Everything else should behave like the pinned upstream release.

Side-by-side with OMP

Pomp is meant to live next to a normal OMP install.

OMP Pomp
omp command pomp command
~/.omp config/profile ~/.pomp config/profile
OMP update path Pomp release/build path
Upstream prompt and welcome screen Patched prompt and welcome screen

By default Pomp does not overwrite omp, does not replace ~/.omp, and does not need OMP to be removed. If you want to copy an existing model config, copy the config file intentionally:

mkdir -p ~/.pomp/agent
cp ~/.omp/agent/config.yml ~/.pomp/agent/config.yml

Authentication is still whatever the underlying OMP agent supports. Pomp can use its own credential store under ~/.pomp, or you can wire it to the same broker/config you already use.

Install

Download the Linux x64 binary from the latest GitHub release and put it somewhere on your PATH:

mkdir -p ~/.local/bin
curl -L https://github.com/lyc-aon/pomp/releases/latest/download/pomp-linux-x64 -o ~/.local/bin/pomp
chmod +x ~/.local/bin/pomp
pomp --version

Local build/install from source:

git clone https://github.com/lyc-aon/pomp.git
cd pomp
bun run install:local
pomp --version

install:local installs to $HOME/bin/pomp unless POMP_INSTALL_DIR is set.

Update

Use Pomp's own updater:

pomp update

omp update only updates the upstream omp binary. Pomp is a separate side-by-side binary, so its update path downloads the latest lyc-aon/pomp release, which is built from the latest pinned OMP release after the patch stack passes.

How the upstream sync works

This repo is not a long-lived fork full of direct edits.
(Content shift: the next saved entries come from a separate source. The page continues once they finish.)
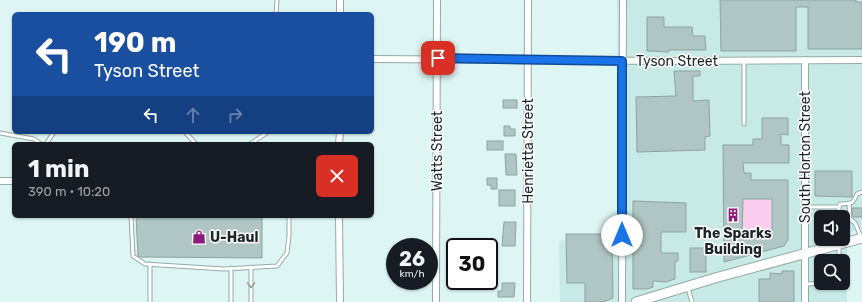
<!DOCTYPE html>
<html lang="en">
<head>
<meta charset="utf-8">
<style>
	:root { --surface:#171b24; --page:#20242c; --text:#f1f3f6; --muted:#9ea1a6 }
	body { margin:0; font-family:Rubik,sans-serif; background:var(--page); color:var(--text); height:100vh; display:flex; flex-direction:column; font-size:15px; white-space:nowrap }
	* { box-sizing:border-box; margin:0 }
	p { font-size:13px; color:var(--muted) }
	.icon { flex:none; width:22px; height:22px; fill:none; stroke:currentColor; stroke-width:2; stroke-linecap:round; stroke-linejoin:round }
	.map { position:relative; flex:1; overflow:hidden }
	.panel { position:absolute; left:12px; top:142px; width:362px; height:76px; display:flex; flex-direction:column; background:var(--surface); border-radius:6px; box-shadow:0 1px 3px #0004 }
	.panel>* { flex:none }
	.banner { position:absolute; left:12px; top:12px; width:362px; height:122px; border-radius:6px; box-shadow:0 1px 3px #0004; background:#1a4fa0; color:#fff; overflow:hidden }
	.buttons { position:absolute; left:814px; top:210px; display:grid; gap:8px }
	.buttons a { display:grid; place-items:center; width:36px; height:36px; border-radius:6px; background:var(--surface); box-shadow:0 1px 3px #0004; font-size:20px }
	.speed { position:absolute; left:386px; top:238px; display:flex; gap:8px; font-size:20px; font-weight:700; text-align:center }
	.speed>* { display:grid; place-content:center; width:52px; height:52px; border-radius:50%; background:var(--surface); box-shadow:0 1px 3px #0004; line-height:1 }
	.speed small { font-size:10px; font-weight:400 }
	.speed .limit { border:2px solid #111; border-radius:6px; background:#fff; color:#111 }
	.pin { position:absolute; display:grid; place-items:center; width:34px; height:34px; color:#fff; margin:-17px; border-radius:8px; box-shadow:0 2px 6px #0006 }
	.me { position:absolute; width:44px; margin:-22px; rotate:0deg; stroke-linejoin:round; filter:drop-shadow(0 0 3px #0008) }
	.turn { display:flex; align-items:center; gap:14px; height:84px; padding:0 16px; font-size:18px }
	.turn .icon { width:52px; height:52px; stroke-width:2.5 }
	.turn b { display:block; font-size:28px; line-height:34px }
	.lanes { display:flex; align-items:center; height:38px; padding:0 16px; background:#0003; justify-content:center; gap:20px; direction:ltr }
	.lanes .off { opacity:.35 }
	.round { display:grid; place-items:center; flex:none; width:42px; height:42px; border-radius:6px; background:var(--page) }
	.headline { display:flex; align-items:center; justify-content:space-between; height:68px; padding:0 16px }
	h1 { font-size:24px; font-weight:700; line-height:30px }
	.map>svg:first-child { display:block }
	.built { fill:#c8eae7; fill-rule:evenodd }
	.green { fill:#facdee }
	.building { fill:#afc6c4; stroke:#8ca3a1; fill-rule:evenodd }
	.lines { fill:none; stroke-linecap:round; stroke-linejoin:round }
	.service-casing { stroke:#94aaa9; stroke-width:5 }
	.minor-casing { stroke:#94aaa9; stroke-width:8 }
	.primary-casing { stroke:#94aaa9; stroke-width:11 }
	.service { stroke:#fff; stroke-width:3 }
	.minor { stroke:#fff; stroke-width:6 }
	.primary { stroke:#fff; stroke-width:9 }
	.oneway { stroke:#999d9d }
	.route-casing { stroke:#114b97; stroke-width:10 }
	.route { stroke:#1a73e8; stroke-width:7 }
	.labels { text-anchor:middle; dominant-baseline:central; stroke-width:3; stroke-linejoin:round; paint-order:stroke }
	.street-label { font-size:14px; fill:#1d2626; stroke:#fff }
	.poi-label { font-size:14px; font-weight:bold; fill:#1d2626; stroke:#fff }
</style>
</head>
<body>
<div class="map">
<svg width="862" height="302" viewBox="0 0 862 302">
	<rect width="100%" height="100%" fill="#ddf5f3"/>
	<path class="built" d="M617,0H862V229L847,233V302H560L559,241L618,233ZM821,217H843V239H821ZM821,261H843V283H821Z"/>
	<polygon class="green" points="743,199 772,199 772,231 742,238"/>
	<g class="building">
		<polygon points="720,0 856,0 856,2 862,2 862,49 808,49 808,7 796,7 796,51 721,51"/>
		<polygon points="647,17 664,17 664,27 692,27 693,36 705,36 706,50 669,50 669,52 647,51"/>
		<polygon points="674,71 700,71 700,76 693,76 693,101 709,100 710,136 705,137 705,150 637,152 636,97 676,96"/>
		<rect x="503" y="100" width="14" height="8"/>
		<path d="M762,118H788V135L781,134V145H789V163H743L744,173H751V180H788V240L784,246L724,262L723,145H753V139H762ZM743,199H772V231L742,238Z"/>
		<polygon points="504,126 510,126 510,129 515,129 515,136 504,136"/>
		<rect x="487" y="141" width="16" height="9"/>
		<polygon points="505,154 516,154 517,175 506,175"/>
		<polygon points="815,171 852,171 852,197 815,196"/>
		<polygon points="487,178 497,178 497,189 491,189 491,185 487,185"/>
		<rect x="499" y="190" width="16" height="16"/>
		<polygon points="633,201 686,203 686,232 661,232 661,253 678,253 678,261 675,261 675,279 666,282 653,281 653,287 647,289 633,289"/>
		<polygon points="852,208 862,208 862,217 853,217"/>
		<polygon points="136,216 262,216 262,258 140,257 138,256"/>
		<polygon points="504,222 516,222 515,246 502,246"/>
		<polygon points="566,234 612,234 613,298 603,302 585,302 585,283 567,283"/>
		<rect x="690" y="248" width="16" height="24"/>
		<polygon points="782,271 794,271 794,302 759,302 759,279 770,279 770,273 782,274"/>
		<polygon points="502,283 515,283 514,297 498,297 498,291 502,291"/>
	</g>
	<g class="lines">
		<g class="service-casing">
			<g id="service">
				<polyline points="276,14 277,0"/>
				<polyline points="744,61 744,124"/>
				<polyline points="185,132 196,144"/>
				<polyline points="0,133 34,139 41,144"/>
				<polyline points="46,144 54,132"/>
				<polyline points="250,144 268,132"/>
				<polyline points="849,204 850,219 855,223 861,237"/>
				<polyline points="805,207 839,207 839,217"/>
				<path d="M839,207L840,204C852,203 852,205 857,194L862,192"/>
				<polyline points="131,216 133,256 145,264 160,265 224,269 277,266 287,253 289,236 289,216"/>
				<polyline points="839,261 839,239"/>
				<polyline points="150,264 150,302"/>
				<polyline points="251,267 251,302"/>
				<polyline points="231,268 231,302"/>
				<polyline points="805,284 836,283"/>
				<polyline points="688,288 692,302"/>
			</g>
		</g>
		<g class="minor-casing">
			<g id="minor">
				<polyline points="340,0 340,14"/>
				<polyline points="372,59 678,61 862,60"/>
				<polyline points="339,144 340,132"/>
				<polyline points="0,181 14,181"/>
				<polyline points="339,216 340,302"/>
				<polyline points="436,302 437,0"/>
				<polyline points="527,302 528,0"/>
				<polyline points="622,302 623,0"/>
				<polyline points="805,302 805,60"/>
			</g>
		</g>
		<g class="primary-casing">
			<polyline id="primary" points="636,302 715,278 862,238"/>
		</g>
		<use href="#service" class="service"/>
		<use href="#minor" class="minor"/>
		<use href="#primary" class="primary"/>
	</g>
	<defs><path id="oneway-chevron" d="M-2-3.5L2.5 0L-2 3.5" fill="none" stroke-width="1.6" stroke-linecap="round" stroke-linejoin="round"/></defs>
	<use class="oneway" href="#oneway-chevron" transform="translate(251 285) rotate(89)"/>
	<g class="lines">
		<g class="route-casing">
			<polyline id="route" points="438,58 622,61 622,235"/>
		</g>
		<use href="#route" class="route"/>
	</g>
	<defs>
		<g id="building-bare" transform="scale(1.08)"><path d="M-4-6H4V6H1V3H-1V6H-4ZM-2.5-4.3h1.7v1.8h-1.7ZM.8-4.3h1.7v1.8H.8ZM-2.5-1h1.7V.8h-1.7ZM.8-1h1.7V.8H.8Z" fill="#8d1b7c" stroke="#fff" stroke-width="2.5" paint-order="stroke"/></g>
		<g id="shop-bare" transform="scale(1.08)"><path d="M-5-2.5h2.3a2.7 3.5 0 0 1 5.4 0H5L5.5 6h-11ZM-1.5-2.5h3a1.5 2.3 0 0 0-3 0Z" fill="#8d1b7c" stroke="#fff" stroke-width="2.5" paint-order="stroke"/></g>
	</defs>
	<g fill-rule="evenodd">
		<use href="#building-bare" x="733" y="215"/>
		<use href="#shop-bare" x="199" y="237"/>
	</g>
	<g class="labels">
		<g class="street-label">
			<text x="677" y="61">Tyson Street</text>
			<text transform="translate(437 151) rotate(-90)">Watts Street</text>
			<text transform="translate(528 151) rotate(-90)">Henrietta Street</text>
			<text transform="translate(805 157) rotate(-90)">South Horton Street</text>
		</g>
		<g class="poi-label">
			<text x="733" y="233">The Sparks<tspan x="733" dy="16">Building</tspan></text>
			<text x="210" y="237" text-anchor="start">U-Haul</text>
		</g>
	</g>
</svg>
<div class="buttons">
<a><svg class="icon" aria-label="sound" viewBox="0 0 24 24"><path d="M4 9h4l5-4v14l-5-4H4zM17 9q2 3 0 6"/></svg></a>
<a><svg class="icon" aria-label="search" viewBox="0 0 24 24"><circle cx="10" cy="10" r="6"/><path d="M15 15l6 6"/></svg></a>
</div>
<div class="speed"><div>26<small>km/h</small></div><div class="limit">30</div></div>
<div class="pin" style="left:438px;top:58px;background:#d93025"><svg class="icon" aria-label="arrive" viewBox="0 0 24 24"><path d="M6 21V4h12l-3 4 3 4H6"/></svg></div>
<svg class="me" style="left:622px;top:235px" viewBox="-20 -20 40 40"><circle r="19" fill="#fff"/><path d="M0-13L10 11 0 6-10 11z" fill="#1a73e8"/></svg>
<div class="banner">
<div class="turn"><svg class="icon" aria-label="left" viewBox="0 0 24 24"><path d="M17 20v-9H6M10 6l-5 5 5 5"/></svg><div><b>190 m</b>Tyson Street</div></div>
<div class="lanes"><svg class="icon" aria-label="left" viewBox="0 0 24 24"><path d="M17 20v-9H6M10 6l-5 5 5 5"/></svg><svg class="icon off" aria-label="ahead" viewBox="0 0 24 24"><path d="M12 20V5M6 11l6-6 6 6"/></svg><svg class="icon off" aria-label="right" viewBox="0 0 24 24"><path d="M7 20v-9h11M14 6l5 5-5 5"/></svg></div>
</div>
<section class="panel">
<div class="headline"><div><h1>1 min</h1><p>390 m · 10:20</p></div><a class="round" style="background:#d93025;color:#fff"><svg class="icon" aria-label="close" viewBox="0 0 24 24"><path d="M6 6l12 12M18 6L6 18"/></svg></a></div>
</section>
</div>
</body>
</html>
It is a patch package:

upstream.lock                  # pinned upstream OMP release
patches/0001-pomp-side-by-side.patch
scripts/build-pomp.sh          # clone upstream, apply patches, build dist/pomp
scripts/sync-upstream.sh       # verify the patch stack against upstream
.github/workflows/upstream-sync.yml

The build path is:

  1. Read upstream.lock.
  2. Clone the pinned Oh My Pi ref into .work/build/oh-my-pi.
  3. Apply every patch in patches/ with git apply --3way.
  4. Build upstream normally, producing dist/pomp instead of dist/omp.

The scheduled GitHub workflow checks for new upstream OMP releases. If the patch stack still applies and the build passes, it updates upstream.lock, opens the sync PR, auto-merges it, and publishes a fresh Pomp release asset. If the patch stack stops applying or the build fails, the workflow opens or updates a GitHub issue labeled upstream-sync so a human can fix the patch.
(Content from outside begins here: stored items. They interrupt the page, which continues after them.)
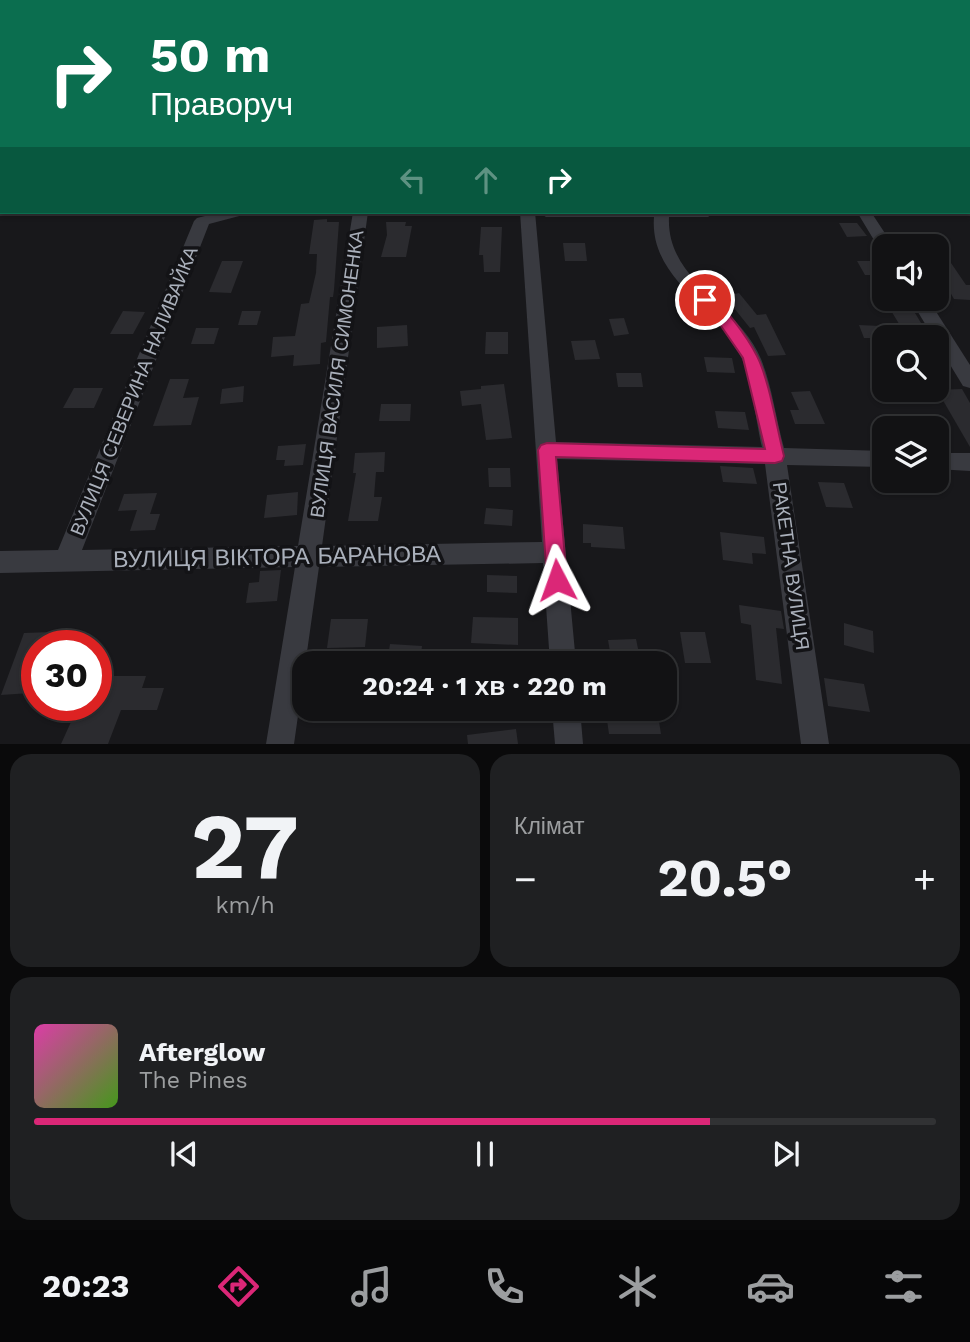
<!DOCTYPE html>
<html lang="uk">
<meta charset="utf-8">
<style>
body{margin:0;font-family:"Work Sans",sans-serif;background:#1f2022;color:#f1f3f6;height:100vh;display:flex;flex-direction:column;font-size:26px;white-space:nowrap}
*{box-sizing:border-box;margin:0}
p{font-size:23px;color:#9c9ea0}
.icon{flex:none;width:38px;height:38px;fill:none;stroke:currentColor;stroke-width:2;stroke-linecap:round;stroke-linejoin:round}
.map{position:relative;height:744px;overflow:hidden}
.panel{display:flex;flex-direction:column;gap:10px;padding:10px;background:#0a0a0b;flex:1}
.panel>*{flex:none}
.guide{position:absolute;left:0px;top:0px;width:971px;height:214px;box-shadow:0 2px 5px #0004,0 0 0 2px #313234;background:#0b6e4f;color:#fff;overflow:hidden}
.controls{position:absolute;left:872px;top:234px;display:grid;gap:14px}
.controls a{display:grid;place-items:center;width:77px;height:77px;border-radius:14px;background:#121214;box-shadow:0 2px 5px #0004,0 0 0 2px #313234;font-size:35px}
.speed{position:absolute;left:21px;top:630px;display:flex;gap:14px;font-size:35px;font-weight:700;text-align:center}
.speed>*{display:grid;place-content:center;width:91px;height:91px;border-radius:50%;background:#121214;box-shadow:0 2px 5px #0004,0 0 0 2px #313234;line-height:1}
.speed .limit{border:10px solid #d22;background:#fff;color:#111}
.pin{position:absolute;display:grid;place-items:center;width:60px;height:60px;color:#fff;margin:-30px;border:4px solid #fff;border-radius:50%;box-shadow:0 2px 7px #0007}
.me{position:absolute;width:77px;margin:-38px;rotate:356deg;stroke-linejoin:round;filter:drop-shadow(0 0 5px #0008)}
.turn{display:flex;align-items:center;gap:24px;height:147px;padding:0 35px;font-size:32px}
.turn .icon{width:91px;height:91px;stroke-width:2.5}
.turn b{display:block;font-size:49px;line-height:60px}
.lanes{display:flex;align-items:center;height:66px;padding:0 35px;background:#0003;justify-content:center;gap:35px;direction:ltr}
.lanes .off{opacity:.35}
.big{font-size:52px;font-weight:700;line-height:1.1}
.panel .card{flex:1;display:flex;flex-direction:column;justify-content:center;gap:10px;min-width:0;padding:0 24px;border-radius:21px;background:#1f2022}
.panel .dial{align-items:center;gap:0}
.dial b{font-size:91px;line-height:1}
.song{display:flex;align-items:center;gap:21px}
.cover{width:84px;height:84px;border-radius:10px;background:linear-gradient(135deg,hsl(320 70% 55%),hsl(100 70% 35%))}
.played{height:7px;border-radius:4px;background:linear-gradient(90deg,#db2777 75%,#313234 75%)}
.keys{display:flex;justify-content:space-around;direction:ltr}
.heat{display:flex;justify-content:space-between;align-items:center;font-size:38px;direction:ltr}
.panel .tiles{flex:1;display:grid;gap:10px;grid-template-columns:1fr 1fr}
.card:last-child{grid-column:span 2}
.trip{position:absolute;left:292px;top:651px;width:385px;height:70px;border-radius:21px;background:#121214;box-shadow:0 2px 5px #0004,0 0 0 2px #313234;font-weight:700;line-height:70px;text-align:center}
.tabs{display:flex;height:112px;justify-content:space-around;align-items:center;background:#070708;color:#9c9ea0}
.tabs .icon{width:49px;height:49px}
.tabs .active{color:#db2777}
.tabs b{font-size:32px;color:#f1f3f6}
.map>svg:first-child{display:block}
.building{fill:#2b2b2f}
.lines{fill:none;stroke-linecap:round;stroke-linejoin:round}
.street{fill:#393a40;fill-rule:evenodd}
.route{fill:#db2777;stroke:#8e194d;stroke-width:2}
.labels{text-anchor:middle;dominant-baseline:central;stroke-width:7;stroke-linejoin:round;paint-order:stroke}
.street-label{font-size:19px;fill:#aab0bb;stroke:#131316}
.near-street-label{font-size:23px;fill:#aab0bb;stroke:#131316}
</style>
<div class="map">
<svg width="970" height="744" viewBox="0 0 970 744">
<rect width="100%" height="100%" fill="#18181b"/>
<!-- building -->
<g class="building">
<path d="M327,219V222H339L334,290L333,297H330L326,342L321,343L320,364L293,366L294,355L271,357L273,337L295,336L301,304L309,303L316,273L317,254H309L314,220Z"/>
<path d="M386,222H406L405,226H412L406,257H381L387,235Z"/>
<path d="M839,223H857L867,236L847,237Z"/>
<path d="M481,227H502L500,272H484L483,255H479Z"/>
<path d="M563,243H585L587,261H565Z"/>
<path d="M936,260H949L966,285H970V300L954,299L939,273H936Z"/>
<path d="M222,261H243L231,293L209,292Z"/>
<path d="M857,261H884V302L870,275H865Z"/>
<path d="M739,293L757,315L766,314L786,355L768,356L754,327L750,328L734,308H731L722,297Z"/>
<path d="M890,309H907L909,313H915L930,338H907L904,333V338H864L859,325L901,327Z"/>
<path d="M123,311L145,312L133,334H110Z"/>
<path d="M242,311H261L257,325H238Z"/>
<path d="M624,318L629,334L614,336L609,319Z"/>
<path d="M407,325L408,346L377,348V327Z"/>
<path d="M196,328H219L214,344H191Z"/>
<path d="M486,332H508V354H485Z"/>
<path d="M595,340L600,359L575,360L571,341Z"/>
<path d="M704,357L732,358L735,373L707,372Z"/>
<path d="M616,373H641L643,387H618Z"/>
<path d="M170,379H189L183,398L199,397L191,425L153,426Z"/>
<path d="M504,384L512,438L486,440L481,404L462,406L460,391L481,389V386Z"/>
<path d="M244,386L243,402L220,404L222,389Z"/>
<path d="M74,388H103L94,408H63Z"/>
<path d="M962,389L970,403V447L937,390Z"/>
<path d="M810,391L825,424H795L790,410H799L791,392Z"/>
<path d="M381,404H411L410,421H379Z"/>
<path d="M715,411L745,412L749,430L718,428Z"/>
<path d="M306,444L303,465L284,466L285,460H276L278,446Z"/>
<path d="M385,452L384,472H376L374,497H382L378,521H348L356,473H353L355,453Z"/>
<path d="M720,466L753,468L757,484L723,482Z"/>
<path d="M488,468H510L511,487H489Z"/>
<path d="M818,482L844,483L853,508L826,507Z"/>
<path d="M298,492L297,515L264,518L267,495Z"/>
<path d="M157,493L150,514H160L155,530L130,531L137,510L118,511L124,494Z"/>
<path d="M486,508L513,510L512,526L484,524Z"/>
<path d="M583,524L623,527L625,549L591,547V543H583Z"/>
<path d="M720,532L764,537L766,554L752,553L753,564L723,560Z"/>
<path d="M281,570L277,601L246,603L249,583L259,582L260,571Z"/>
<path d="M487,575L517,576V593L487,592Z"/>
<path d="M739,605L781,611L784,629L776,628L782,684L756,680L751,625L741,623Z"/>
<path d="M473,617L518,618V645L471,643Z"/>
<path d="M331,619H368L365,647L327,648Z"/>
<path d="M844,623L873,631L874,653L844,645Z"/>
<path d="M52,632L47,646H37V674L30,693L1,695L24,633Z"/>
<path d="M680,632H705L711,663H685Z"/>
<path d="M636,639L641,663H612L608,640Z"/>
<path d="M390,644L422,646L420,663H387Z"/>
<path d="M100,676H146L142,688H164L157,710H121L108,744H61L75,713H86L89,705H96V685Z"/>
<path d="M824,678L864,684L870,712L828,706Z"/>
<path d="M624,709H657L661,734H609L606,713H624Z"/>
<path d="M516,729L518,744H468L467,735Z"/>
</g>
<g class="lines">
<!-- street -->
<g class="street">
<path d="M151,0H164L150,2Z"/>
<path d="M311,0H322L310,2Z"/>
<rect x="399" y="0" width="10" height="2"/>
<rect x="509" y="0" width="10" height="2"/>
<path d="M2,75V83L0,84V76Z"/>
<path d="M0,199H2L0,209Z"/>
<path d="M221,212H246L243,215L209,224L82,550L298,546L353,212H368L322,546L542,542L520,212H535L556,442L762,447C756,422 752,381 742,359C719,307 649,280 654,217H546L538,212H715L708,217H669C666,281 739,305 761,359C772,386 776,419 784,448L884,451V467L787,465L829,744H801L765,464L557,459L576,663H550L543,563L319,567L294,744H266L295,567L0,573V551L58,550L194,221L197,218Z"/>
<path d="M857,212H871L894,247H884V251L880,250Z"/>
<path d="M910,299H928L970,365V388L963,386Z"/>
<path d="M936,453H970V471L936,469Z"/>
<path d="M552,709H580L583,744H555Z"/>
</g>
</g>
<!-- route -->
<path class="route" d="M705,295C722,300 749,340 757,356C769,379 777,429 784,456L782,461L775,463L556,457L567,580L564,586L557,589L550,586L547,580L538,450L541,445L547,443L765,449L743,358L719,323L698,300Z"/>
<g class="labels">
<!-- street labels -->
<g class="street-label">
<text transform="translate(337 374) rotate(-82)">ВУЛИЦЯ ВАСИЛЯ СИМОНЕНКА</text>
<text transform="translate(134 391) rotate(-68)">ВУЛИЦЯ СЕВЕРИНА НАЛИВАЙКА</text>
<text transform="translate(791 566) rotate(82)">РАКЕТНА ВУЛИЦЯ</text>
</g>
<!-- near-street labels -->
<g class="near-street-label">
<text transform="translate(277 557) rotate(-1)">ВУЛИЦЯ ВІКТОРА БАРАНОВА</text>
</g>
</g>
</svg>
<div class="controls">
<a><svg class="icon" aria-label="sound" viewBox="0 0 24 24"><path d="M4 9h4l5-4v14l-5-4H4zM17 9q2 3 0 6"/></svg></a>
<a><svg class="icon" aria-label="search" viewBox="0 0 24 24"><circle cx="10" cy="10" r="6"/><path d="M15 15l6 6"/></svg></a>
<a><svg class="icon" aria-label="layers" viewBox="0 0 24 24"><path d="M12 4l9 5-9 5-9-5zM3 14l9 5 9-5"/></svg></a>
</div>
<div class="speed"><div class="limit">30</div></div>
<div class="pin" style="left:705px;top:300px;background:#d93025"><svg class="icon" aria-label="arrive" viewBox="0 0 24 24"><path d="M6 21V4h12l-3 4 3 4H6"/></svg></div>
<svg class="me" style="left:557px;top:580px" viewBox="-20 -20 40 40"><path d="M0-17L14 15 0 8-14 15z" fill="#db2777" stroke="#fff" stroke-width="4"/></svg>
<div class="trip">20:24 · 1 хв · 220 m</div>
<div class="guide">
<div class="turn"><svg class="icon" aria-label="right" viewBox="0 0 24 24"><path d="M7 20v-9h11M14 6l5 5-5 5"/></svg><div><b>50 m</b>Праворуч</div></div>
<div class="lanes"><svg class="icon off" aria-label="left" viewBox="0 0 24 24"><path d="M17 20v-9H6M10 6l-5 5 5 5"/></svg><svg class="icon off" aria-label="ahead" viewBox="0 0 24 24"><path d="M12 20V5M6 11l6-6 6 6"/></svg><svg class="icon" aria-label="right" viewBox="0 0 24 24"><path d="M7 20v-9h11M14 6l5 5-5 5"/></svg></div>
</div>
</div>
<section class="panel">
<div class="tiles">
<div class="card dial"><b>27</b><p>km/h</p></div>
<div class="card"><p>Клімат</p>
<div class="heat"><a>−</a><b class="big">20.5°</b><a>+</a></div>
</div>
<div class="card">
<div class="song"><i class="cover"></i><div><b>Afterglow</b><p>The Pines</p></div></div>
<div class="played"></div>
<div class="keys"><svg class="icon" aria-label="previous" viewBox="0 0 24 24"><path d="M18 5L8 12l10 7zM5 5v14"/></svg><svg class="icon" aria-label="pause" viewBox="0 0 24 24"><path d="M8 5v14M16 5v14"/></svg><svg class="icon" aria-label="next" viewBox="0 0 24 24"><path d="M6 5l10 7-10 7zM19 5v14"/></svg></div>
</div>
</div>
</section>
<nav class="tabs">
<b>20:23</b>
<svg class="icon active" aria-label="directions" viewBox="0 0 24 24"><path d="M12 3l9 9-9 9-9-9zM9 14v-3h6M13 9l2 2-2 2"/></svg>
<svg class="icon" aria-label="music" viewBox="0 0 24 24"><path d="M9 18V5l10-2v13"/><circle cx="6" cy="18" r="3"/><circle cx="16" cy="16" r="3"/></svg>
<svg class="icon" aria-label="phone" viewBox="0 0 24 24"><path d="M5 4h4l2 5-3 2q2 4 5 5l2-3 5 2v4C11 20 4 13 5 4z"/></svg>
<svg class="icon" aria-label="climate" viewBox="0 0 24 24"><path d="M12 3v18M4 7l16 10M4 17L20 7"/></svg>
<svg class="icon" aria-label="car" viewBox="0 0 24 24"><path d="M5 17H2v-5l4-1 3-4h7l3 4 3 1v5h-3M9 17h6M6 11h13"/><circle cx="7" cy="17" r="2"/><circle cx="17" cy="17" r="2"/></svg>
<svg class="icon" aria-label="filters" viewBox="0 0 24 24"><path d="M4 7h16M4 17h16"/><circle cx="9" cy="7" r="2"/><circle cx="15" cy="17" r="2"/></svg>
</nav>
That keeps the fork boring: upstream owns the harness, Pomp owns the small cosmetic diff.

Release checklist

For a local confidence check before cutting a release:

bun run patch:check
bun run install:local
pomp --smoke-test

The release workflow builds the same patched binary and uploads pomp-linux-x64 to the GitHub release.

License

Pomp is distributed as a downstream patch/build of Oh My Pi. Upstream code remains governed by the Oh My Pi license. Pomp-specific patch files and packaging live in this repository.

About

Patch-based Oh My Pi fork: side-by-side pomp binary, separate ~/.pomp profile, upstream auto-sync, and a braille gym-terminal splash.